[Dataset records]
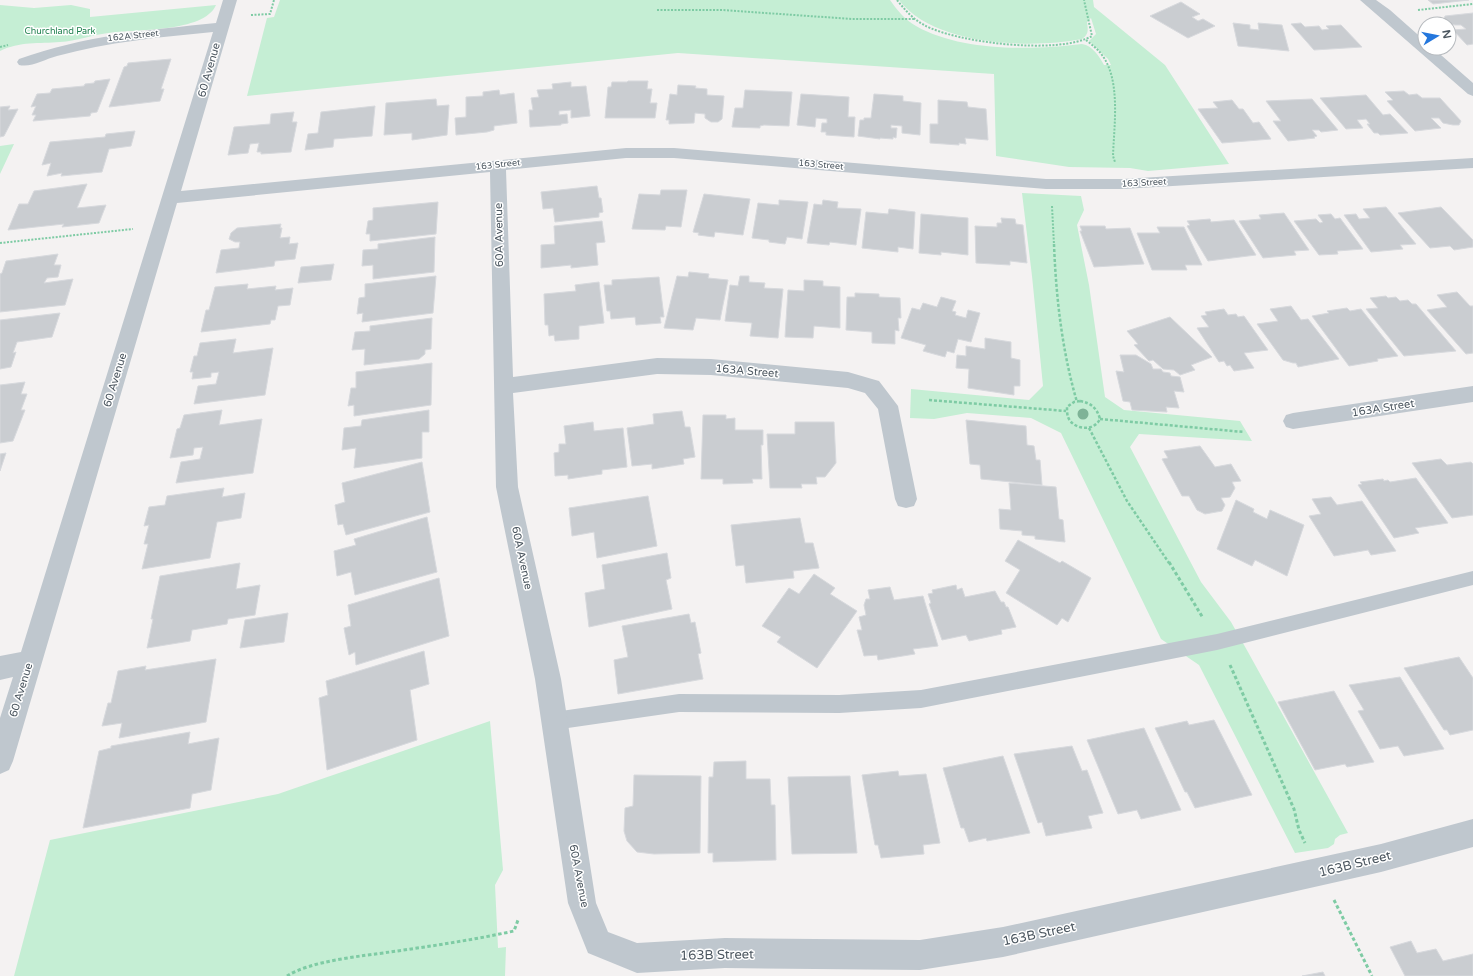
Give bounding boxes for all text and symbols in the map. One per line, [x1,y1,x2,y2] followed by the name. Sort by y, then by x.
[1417,16,1457,56] north arrow
[25,26,95,37] park label: Churchland Park
[107,28,160,44] street label: 162A Street
[1439,29,1454,40] text: N
[195,41,223,99] street label: 60 Avenue
[475,157,522,173] street label: 163 Street
[798,158,844,172] street label: 163 Street
[1121,176,1167,190] street label: 163 Street
[492,203,506,267] street label: 60A Avenue
[101,351,129,409] street label: 60 Avenue
[715,362,779,380] street label: 163A Street
[1351,397,1415,419] street label: 163A Street
[509,525,535,591] street label: 60A Avenue
[7,661,35,719] street label: 60 Avenue
[566,843,592,909] street label: 60A Avenue
[1317,847,1393,881] street label: 163B Street
[1001,918,1077,950] street label: 163B Street
[680,946,754,964] street label: 163B Street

▸ **The task**
Leave out the pictures, and give all the records again exactly.

▸ **Result of this task**
Give bounding boxes for all text and symbols in the map. One per line, [x1,y1,x2,y2] followed by the name. Sort by y, then by x.
[1417,16,1457,56] north arrow
[25,26,95,37] park label: Churchland Park
[107,28,160,44] street label: 162A Street
[1439,29,1454,40] text: N
[195,41,223,99] street label: 60 Avenue
[475,157,522,173] street label: 163 Street
[798,158,844,172] street label: 163 Street
[1121,176,1167,190] street label: 163 Street
[492,203,506,267] street label: 60A Avenue
[101,351,129,409] street label: 60 Avenue
[715,362,779,380] street label: 163A Street
[1351,397,1415,419] street label: 163A Street
[509,525,535,591] street label: 60A Avenue
[7,661,35,719] street label: 60 Avenue
[566,843,592,909] street label: 60A Avenue
[1317,847,1393,881] street label: 163B Street
[1001,918,1077,950] street label: 163B Street
[680,946,754,964] street label: 163B Street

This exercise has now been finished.